Before Sunday dinner, I cook and prep things that can be made ahead. Here’s what I typically do (keep in mind there are only two of us!):
- Chop a variety of fresh vegetables that keep well, such as peppers, carrots, celery, cucumber, radishes, cauliflower and broccoli
- Wash and chop lettuce and other salad greens such as baby spinach, romaine, radicchio, arugula, red leaf lettuce (note that this prep method can make greens go bad more quickly, though I don’t mind because it means we’re more likely to use them up faster)
- Drain and rinse 1 can of legumes such as beans, lentils or chickpeas
- Make about 1 cup of homemade vinaigrette salad dressing
- It can be stored in the refrigerator and brought to room temperature before using.
- Cook 2 cups of grains that take well to storing, such as quinoa, couscous and brown rice (never pasta! Pasta is wonderful, but this make-ahead method would have my Italian ancestors turning in their graves!).

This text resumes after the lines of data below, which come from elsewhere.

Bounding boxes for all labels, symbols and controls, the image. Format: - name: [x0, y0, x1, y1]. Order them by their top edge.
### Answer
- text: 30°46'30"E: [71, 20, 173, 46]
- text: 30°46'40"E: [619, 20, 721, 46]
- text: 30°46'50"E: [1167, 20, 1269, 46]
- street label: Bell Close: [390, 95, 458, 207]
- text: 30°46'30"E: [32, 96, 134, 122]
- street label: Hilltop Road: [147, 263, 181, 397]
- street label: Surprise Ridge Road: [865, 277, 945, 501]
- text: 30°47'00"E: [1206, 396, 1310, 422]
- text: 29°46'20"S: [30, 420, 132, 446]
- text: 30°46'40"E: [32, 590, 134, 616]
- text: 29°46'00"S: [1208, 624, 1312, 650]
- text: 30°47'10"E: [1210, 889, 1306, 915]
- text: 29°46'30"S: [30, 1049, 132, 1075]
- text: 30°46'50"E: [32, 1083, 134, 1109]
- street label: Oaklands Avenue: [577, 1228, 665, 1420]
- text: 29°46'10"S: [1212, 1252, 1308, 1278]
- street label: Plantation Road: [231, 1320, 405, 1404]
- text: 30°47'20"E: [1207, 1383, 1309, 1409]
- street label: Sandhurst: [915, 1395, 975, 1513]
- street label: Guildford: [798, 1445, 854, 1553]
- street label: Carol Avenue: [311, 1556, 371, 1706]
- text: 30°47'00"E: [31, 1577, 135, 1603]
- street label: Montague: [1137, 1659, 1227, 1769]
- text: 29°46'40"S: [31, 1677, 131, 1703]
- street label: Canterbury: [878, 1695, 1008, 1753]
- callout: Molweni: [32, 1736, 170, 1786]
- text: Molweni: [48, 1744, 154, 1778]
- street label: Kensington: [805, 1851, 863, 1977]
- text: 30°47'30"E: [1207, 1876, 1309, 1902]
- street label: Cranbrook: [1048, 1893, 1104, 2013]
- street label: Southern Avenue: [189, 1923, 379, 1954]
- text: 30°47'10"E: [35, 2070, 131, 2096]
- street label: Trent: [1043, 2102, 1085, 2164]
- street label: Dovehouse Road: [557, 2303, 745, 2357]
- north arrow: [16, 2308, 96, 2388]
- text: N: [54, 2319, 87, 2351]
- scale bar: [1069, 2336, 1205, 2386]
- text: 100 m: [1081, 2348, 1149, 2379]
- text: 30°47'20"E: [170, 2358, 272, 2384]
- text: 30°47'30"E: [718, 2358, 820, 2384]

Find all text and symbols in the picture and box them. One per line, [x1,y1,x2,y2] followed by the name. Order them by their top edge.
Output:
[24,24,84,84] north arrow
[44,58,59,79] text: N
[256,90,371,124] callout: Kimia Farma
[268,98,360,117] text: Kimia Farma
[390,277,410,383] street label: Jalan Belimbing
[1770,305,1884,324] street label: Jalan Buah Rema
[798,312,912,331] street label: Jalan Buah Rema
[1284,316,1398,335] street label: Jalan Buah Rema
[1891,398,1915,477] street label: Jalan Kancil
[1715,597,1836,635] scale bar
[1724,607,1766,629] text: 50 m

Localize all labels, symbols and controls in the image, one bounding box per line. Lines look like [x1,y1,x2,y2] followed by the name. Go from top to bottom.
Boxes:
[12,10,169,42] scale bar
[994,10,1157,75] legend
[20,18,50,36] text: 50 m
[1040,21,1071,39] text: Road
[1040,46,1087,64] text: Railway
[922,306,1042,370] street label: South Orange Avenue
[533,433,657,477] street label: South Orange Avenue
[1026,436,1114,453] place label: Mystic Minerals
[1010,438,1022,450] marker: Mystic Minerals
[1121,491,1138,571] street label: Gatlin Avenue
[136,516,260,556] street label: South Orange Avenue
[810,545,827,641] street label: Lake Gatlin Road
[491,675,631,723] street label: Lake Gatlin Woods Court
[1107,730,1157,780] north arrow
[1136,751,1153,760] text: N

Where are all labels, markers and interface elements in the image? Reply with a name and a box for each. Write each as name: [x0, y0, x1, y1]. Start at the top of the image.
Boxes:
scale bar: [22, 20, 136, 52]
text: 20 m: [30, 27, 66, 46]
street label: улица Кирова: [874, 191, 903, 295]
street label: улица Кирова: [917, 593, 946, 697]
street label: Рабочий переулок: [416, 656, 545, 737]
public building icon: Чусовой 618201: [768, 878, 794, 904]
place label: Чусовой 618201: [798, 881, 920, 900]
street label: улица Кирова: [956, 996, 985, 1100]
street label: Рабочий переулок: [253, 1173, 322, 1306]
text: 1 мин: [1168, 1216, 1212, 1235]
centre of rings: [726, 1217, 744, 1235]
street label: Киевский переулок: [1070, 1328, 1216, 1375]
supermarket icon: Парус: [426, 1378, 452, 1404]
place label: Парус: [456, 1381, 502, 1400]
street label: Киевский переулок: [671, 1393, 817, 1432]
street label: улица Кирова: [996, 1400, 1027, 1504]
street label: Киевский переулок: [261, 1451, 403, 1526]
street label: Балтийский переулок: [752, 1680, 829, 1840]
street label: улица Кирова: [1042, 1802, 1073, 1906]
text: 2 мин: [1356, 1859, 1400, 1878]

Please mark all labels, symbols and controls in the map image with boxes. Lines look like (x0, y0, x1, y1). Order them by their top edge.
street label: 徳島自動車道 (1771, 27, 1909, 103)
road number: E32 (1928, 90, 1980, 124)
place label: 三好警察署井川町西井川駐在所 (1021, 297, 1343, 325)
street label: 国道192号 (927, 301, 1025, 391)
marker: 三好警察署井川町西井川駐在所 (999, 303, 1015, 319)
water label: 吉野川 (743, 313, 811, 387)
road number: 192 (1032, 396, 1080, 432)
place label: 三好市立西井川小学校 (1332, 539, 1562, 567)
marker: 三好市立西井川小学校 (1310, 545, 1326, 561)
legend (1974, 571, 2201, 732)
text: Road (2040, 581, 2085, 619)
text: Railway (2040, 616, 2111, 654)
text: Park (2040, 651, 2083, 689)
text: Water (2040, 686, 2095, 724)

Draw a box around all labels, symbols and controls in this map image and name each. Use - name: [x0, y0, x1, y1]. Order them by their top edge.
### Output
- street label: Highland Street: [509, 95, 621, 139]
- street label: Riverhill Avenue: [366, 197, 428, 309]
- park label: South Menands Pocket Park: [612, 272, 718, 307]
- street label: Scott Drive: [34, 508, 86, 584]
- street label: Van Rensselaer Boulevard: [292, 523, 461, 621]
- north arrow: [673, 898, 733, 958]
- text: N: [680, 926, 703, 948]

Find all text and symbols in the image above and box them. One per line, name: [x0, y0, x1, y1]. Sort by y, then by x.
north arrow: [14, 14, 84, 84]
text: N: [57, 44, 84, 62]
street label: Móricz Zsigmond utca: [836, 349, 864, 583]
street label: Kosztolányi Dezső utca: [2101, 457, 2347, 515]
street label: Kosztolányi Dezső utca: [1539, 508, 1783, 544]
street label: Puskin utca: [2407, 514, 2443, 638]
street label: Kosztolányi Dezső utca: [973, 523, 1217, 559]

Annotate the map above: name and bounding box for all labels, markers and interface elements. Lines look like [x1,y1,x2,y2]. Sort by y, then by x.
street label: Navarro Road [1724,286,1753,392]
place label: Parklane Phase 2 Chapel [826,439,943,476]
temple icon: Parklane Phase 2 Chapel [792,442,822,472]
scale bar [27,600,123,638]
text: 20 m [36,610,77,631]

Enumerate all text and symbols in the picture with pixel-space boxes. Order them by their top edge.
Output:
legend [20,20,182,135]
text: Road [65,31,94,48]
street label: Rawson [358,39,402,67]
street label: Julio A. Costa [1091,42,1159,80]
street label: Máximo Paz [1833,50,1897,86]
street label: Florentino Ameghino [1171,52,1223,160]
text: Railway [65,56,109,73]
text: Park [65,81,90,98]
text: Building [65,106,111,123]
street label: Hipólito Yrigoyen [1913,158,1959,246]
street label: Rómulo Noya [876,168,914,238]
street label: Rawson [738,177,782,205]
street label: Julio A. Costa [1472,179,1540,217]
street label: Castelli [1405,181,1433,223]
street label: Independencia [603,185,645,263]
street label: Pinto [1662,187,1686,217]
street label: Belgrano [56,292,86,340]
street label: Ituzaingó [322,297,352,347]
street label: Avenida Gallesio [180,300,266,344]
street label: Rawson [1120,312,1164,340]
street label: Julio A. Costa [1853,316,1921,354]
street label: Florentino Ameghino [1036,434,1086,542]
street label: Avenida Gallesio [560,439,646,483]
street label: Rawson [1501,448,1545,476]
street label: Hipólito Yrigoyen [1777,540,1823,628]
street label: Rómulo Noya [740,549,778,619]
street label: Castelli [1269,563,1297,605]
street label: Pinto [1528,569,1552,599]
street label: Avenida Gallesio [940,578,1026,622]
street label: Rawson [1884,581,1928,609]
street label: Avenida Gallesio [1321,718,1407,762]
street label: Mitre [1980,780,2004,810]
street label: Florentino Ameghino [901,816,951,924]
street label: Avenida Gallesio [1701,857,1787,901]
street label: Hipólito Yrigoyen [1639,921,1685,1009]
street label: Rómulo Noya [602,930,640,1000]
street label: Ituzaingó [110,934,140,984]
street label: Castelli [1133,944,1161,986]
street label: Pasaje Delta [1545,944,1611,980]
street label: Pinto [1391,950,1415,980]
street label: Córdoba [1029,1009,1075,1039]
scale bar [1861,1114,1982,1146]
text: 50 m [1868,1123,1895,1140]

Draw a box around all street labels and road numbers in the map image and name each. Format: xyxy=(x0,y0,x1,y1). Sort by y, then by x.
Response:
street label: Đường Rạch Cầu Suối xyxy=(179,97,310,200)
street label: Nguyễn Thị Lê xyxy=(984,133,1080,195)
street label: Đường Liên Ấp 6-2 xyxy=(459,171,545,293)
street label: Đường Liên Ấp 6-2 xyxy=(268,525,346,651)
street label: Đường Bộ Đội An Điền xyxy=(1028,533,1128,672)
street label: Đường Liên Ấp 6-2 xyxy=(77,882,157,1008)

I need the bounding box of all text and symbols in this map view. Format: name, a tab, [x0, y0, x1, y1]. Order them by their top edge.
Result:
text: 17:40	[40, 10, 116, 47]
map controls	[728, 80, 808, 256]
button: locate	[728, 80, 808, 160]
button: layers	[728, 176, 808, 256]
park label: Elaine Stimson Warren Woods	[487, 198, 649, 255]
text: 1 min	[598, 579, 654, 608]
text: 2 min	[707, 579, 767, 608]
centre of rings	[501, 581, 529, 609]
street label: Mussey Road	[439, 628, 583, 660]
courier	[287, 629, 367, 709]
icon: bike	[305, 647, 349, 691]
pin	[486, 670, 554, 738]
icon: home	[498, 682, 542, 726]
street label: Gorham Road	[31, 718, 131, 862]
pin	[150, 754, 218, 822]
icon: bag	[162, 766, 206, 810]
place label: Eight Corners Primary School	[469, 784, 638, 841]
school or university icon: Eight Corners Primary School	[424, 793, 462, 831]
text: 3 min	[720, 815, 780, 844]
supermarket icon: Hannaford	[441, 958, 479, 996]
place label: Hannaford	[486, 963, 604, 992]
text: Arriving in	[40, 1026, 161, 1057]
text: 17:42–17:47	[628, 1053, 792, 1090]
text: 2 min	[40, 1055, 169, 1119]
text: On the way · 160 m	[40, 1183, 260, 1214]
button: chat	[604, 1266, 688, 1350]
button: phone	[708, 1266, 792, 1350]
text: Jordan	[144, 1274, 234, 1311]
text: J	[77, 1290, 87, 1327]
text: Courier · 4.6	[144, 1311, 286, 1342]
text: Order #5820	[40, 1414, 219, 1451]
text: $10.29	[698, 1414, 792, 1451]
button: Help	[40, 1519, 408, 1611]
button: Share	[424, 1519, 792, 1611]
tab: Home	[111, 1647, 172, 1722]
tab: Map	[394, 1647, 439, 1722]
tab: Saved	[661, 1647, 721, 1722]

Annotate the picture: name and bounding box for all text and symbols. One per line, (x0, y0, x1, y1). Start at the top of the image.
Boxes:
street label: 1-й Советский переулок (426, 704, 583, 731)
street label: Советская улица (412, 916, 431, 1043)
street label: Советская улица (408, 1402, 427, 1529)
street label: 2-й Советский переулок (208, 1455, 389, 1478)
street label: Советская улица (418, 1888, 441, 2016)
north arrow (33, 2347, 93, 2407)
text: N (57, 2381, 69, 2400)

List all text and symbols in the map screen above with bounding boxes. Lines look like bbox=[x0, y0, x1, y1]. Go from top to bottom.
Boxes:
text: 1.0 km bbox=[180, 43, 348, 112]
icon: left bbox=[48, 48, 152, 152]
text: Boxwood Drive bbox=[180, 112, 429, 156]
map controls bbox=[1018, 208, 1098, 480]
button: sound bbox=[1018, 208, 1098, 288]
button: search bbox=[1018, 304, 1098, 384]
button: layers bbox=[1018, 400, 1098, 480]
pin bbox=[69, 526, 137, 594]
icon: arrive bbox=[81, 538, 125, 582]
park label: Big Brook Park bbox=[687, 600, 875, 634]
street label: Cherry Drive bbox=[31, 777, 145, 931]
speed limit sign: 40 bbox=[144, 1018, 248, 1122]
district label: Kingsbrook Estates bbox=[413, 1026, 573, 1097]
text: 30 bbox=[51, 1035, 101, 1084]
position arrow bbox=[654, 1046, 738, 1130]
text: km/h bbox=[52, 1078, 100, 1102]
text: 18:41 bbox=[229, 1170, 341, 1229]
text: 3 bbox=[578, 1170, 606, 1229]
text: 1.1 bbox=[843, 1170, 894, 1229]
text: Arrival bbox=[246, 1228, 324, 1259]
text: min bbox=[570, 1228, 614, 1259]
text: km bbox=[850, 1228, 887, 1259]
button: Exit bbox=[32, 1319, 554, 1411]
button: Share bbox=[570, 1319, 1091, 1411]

Sometimes I’ll make 1 cup each of two different kinds
- Cook 6 hard-boiled eggs
- Shred rotisserie chicken with a fork. If I’m feeling particularly ambitious that day, I’ll use the carcass to make stock but this admittedly doesn’t happen often.
- Cook 4 to 6 portions of meat or seafood for Sunday dinner (such as steak, fish or pork), eat 2 and save the rest for leftovers
The cooking and prep process takes about an hour to do and requires lots of tupperware containers and zip-top bags of various sizes. I cook the grains and eggs at the same time and chop the vegetables and lettuce, prep the legumes, shred the chicken and make the salad dressing while they’re cooking. I transfer everything to small containers or bags and pop it all into the fridge.
The end result is a fridge brimming with all the ingredients you’ll need to make salads, wraps, quesadillas, stir-fries, soups, stews, curries and healthy snacks all week long.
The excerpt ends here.